Instructions to follow — Would you write out, word for word, each line of the records below from the top through the one holding "position:absolute; left:391px; top:526px;"?
Content starts
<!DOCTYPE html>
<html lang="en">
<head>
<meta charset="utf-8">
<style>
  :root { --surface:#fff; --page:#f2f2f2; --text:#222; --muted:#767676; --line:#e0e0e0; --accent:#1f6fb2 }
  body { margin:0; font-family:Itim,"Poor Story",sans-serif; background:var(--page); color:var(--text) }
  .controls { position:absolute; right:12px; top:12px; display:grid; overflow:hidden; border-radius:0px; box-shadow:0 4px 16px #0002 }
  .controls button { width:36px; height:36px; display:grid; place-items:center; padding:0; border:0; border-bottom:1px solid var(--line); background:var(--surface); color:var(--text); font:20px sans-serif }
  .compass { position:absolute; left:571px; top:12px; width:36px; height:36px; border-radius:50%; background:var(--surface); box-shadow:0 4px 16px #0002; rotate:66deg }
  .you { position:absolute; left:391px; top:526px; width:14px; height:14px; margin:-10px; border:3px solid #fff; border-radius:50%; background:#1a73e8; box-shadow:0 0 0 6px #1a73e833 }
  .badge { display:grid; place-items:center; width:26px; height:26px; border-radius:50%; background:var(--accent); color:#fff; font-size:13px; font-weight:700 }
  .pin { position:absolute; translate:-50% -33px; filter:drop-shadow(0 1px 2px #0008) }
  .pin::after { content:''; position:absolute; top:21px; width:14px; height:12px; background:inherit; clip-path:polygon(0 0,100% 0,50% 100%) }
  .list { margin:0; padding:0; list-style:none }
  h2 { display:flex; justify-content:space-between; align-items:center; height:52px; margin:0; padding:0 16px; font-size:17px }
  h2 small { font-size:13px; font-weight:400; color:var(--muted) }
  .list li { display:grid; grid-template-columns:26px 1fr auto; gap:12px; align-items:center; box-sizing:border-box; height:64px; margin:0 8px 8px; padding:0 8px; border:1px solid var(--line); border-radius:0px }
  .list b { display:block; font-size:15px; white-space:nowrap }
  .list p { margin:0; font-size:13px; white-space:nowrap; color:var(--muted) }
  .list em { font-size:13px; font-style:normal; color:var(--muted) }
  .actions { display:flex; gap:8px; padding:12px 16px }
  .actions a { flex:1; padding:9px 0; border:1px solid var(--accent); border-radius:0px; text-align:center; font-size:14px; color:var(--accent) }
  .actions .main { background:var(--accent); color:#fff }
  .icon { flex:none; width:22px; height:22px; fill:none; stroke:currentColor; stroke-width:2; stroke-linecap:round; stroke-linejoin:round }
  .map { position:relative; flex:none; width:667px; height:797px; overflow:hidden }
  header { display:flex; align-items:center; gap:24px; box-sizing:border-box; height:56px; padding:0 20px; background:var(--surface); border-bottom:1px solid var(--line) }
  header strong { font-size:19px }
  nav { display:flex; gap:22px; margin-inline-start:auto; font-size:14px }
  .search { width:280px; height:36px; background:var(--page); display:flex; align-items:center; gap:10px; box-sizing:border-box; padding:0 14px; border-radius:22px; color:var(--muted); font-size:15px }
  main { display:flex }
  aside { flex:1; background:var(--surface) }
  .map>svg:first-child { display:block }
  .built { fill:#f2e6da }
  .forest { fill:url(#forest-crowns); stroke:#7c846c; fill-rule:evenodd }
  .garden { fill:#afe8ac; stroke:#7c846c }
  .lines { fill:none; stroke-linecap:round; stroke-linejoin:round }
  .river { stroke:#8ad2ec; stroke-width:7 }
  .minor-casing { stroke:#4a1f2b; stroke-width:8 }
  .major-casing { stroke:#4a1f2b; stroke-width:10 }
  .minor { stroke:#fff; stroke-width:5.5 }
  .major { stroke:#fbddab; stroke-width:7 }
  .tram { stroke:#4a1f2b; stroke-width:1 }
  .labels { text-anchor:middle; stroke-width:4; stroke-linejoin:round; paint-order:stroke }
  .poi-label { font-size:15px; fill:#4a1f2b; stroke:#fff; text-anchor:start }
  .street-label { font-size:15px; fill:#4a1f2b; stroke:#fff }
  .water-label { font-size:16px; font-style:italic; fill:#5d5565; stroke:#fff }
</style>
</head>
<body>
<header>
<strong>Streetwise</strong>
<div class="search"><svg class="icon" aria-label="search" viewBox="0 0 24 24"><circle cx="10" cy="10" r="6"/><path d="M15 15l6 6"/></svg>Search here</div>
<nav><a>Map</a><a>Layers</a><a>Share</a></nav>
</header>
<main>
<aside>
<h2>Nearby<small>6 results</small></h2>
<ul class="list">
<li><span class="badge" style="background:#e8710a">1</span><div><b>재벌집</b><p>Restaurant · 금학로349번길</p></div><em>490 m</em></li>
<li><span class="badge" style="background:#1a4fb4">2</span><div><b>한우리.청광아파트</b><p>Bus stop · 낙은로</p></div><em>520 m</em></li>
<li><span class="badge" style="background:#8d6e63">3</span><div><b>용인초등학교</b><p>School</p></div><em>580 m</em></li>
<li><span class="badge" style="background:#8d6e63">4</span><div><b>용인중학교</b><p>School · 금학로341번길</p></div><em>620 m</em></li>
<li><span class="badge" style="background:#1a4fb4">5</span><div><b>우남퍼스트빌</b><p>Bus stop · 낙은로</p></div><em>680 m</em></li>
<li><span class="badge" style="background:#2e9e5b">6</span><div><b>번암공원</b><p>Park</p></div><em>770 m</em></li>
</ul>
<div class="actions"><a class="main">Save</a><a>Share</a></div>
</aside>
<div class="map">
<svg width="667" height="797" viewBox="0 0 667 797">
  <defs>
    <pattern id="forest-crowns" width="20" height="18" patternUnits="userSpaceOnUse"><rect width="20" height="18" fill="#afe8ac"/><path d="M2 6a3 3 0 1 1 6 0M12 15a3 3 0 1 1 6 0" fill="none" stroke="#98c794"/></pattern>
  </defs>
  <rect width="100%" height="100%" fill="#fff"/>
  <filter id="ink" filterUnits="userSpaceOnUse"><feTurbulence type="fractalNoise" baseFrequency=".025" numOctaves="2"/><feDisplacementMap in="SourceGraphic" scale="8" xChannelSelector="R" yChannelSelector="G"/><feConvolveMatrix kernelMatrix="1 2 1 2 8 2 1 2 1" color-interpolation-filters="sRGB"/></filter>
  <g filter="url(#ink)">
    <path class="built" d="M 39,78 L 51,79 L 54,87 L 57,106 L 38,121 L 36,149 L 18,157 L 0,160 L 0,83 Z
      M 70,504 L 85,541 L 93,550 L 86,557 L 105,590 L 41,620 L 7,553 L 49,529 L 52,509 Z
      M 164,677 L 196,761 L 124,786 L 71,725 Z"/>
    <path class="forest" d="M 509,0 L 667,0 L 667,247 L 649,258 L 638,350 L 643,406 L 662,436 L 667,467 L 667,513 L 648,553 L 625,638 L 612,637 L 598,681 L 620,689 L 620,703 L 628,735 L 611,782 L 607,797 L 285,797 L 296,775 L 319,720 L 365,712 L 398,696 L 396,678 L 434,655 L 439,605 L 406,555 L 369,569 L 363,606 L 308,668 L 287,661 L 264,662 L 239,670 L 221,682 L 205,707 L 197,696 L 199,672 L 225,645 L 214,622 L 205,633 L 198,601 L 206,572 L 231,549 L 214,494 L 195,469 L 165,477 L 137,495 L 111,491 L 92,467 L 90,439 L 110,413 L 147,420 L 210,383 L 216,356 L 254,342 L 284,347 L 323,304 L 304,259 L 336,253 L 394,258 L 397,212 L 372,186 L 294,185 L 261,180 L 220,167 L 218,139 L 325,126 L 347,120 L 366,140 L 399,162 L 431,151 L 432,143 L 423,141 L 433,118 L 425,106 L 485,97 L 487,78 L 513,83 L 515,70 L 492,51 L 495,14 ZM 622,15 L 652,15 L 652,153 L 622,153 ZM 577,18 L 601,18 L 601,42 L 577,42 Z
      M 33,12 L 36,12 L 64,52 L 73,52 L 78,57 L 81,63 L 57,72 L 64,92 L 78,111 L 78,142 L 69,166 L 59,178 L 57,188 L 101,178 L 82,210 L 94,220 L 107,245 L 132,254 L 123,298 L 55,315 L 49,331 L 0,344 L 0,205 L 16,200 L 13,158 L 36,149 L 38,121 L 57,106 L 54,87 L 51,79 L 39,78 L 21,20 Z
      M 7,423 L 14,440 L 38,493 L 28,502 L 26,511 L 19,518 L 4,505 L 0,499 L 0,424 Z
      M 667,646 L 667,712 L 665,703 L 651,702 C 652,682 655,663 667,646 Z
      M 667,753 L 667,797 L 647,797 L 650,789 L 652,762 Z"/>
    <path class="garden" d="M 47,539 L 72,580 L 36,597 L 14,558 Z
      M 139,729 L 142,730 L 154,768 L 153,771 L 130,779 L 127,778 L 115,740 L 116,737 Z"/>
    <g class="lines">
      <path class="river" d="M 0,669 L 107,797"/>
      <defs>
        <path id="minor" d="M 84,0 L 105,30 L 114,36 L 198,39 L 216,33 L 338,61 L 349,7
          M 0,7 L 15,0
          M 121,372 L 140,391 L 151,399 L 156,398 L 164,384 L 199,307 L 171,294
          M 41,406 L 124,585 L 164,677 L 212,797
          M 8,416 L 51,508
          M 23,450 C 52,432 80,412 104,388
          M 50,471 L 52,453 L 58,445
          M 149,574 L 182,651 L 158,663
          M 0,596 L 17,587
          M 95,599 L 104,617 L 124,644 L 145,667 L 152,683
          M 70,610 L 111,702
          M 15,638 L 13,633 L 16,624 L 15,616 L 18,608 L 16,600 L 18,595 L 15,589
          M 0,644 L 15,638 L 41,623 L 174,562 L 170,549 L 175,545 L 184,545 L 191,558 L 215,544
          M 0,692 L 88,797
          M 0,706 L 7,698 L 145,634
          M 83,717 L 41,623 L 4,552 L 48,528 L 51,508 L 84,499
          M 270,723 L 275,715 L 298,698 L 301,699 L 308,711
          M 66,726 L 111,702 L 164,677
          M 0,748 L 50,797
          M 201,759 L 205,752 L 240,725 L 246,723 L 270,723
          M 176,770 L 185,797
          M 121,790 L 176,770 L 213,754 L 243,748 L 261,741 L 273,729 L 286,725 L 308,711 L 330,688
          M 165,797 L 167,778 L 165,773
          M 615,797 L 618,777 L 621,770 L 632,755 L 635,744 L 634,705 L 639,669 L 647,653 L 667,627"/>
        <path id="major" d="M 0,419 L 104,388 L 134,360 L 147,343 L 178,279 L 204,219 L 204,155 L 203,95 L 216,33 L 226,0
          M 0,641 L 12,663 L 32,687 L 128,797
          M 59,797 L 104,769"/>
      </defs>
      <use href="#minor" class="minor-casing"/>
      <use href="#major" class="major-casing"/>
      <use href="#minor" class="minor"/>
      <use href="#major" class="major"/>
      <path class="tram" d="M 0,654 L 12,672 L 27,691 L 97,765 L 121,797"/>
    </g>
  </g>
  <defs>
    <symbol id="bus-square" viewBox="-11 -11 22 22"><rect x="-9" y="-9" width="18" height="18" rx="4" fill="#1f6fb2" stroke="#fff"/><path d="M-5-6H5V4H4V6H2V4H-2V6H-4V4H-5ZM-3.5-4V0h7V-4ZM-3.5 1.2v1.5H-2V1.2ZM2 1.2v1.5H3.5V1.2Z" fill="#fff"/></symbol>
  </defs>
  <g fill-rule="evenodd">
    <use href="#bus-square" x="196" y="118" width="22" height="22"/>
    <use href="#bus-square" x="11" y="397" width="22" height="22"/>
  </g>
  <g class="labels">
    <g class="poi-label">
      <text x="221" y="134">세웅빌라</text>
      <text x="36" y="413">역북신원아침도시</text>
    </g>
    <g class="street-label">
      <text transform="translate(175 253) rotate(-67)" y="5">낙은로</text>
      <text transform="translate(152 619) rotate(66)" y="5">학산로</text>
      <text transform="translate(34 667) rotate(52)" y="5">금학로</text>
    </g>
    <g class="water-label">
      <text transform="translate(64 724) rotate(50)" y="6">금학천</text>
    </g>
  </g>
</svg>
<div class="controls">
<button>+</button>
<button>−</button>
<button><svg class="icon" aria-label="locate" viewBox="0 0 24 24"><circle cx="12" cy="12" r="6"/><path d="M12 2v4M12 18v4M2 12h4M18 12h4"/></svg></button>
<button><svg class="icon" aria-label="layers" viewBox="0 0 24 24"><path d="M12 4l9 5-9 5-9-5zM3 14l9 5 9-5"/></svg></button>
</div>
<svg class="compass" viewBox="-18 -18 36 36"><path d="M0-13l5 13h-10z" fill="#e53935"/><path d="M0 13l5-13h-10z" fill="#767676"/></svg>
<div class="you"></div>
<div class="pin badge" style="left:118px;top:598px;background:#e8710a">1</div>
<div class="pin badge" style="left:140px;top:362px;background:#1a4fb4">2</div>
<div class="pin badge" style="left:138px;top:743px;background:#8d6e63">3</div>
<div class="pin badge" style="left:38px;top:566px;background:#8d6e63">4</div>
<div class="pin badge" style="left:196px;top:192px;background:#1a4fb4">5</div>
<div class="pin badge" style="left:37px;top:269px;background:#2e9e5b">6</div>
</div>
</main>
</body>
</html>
Content ends
Response —
<!DOCTYPE html>
<html lang="en">
<head>
<meta charset="utf-8">
<style>
  :root { --surface:#fff; --page:#f2f2f2; --text:#222; --muted:#767676; --line:#e0e0e0; --accent:#1f6fb2 }
  body { margin:0; font-family:Itim,"Poor Story",sans-serif; background:var(--page); color:var(--text) }
  .controls { position:absolute; right:12px; top:12px; display:grid; overflow:hidden; border-radius:0px; box-shadow:0 4px 16px #0002 }
  .controls button { width:36px; height:36px; display:grid; place-items:center; padding:0; border:0; border-bottom:1px solid var(--line); background:var(--surface); color:var(--text); font:20px sans-serif }
  .compass { position:absolute; left:571px; top:12px; width:36px; height:36px; border-radius:50%; background:var(--surface); box-shadow:0 4px 16px #0002; rotate:66deg }
  .you { position:absolute; left:391px; top:526px; width:14px; height:14px; margin:-10px; border:3px solid #fff; border-radius:50%; background:#1a73e8; box-shadow:0 0 0 6px #1a73e833 }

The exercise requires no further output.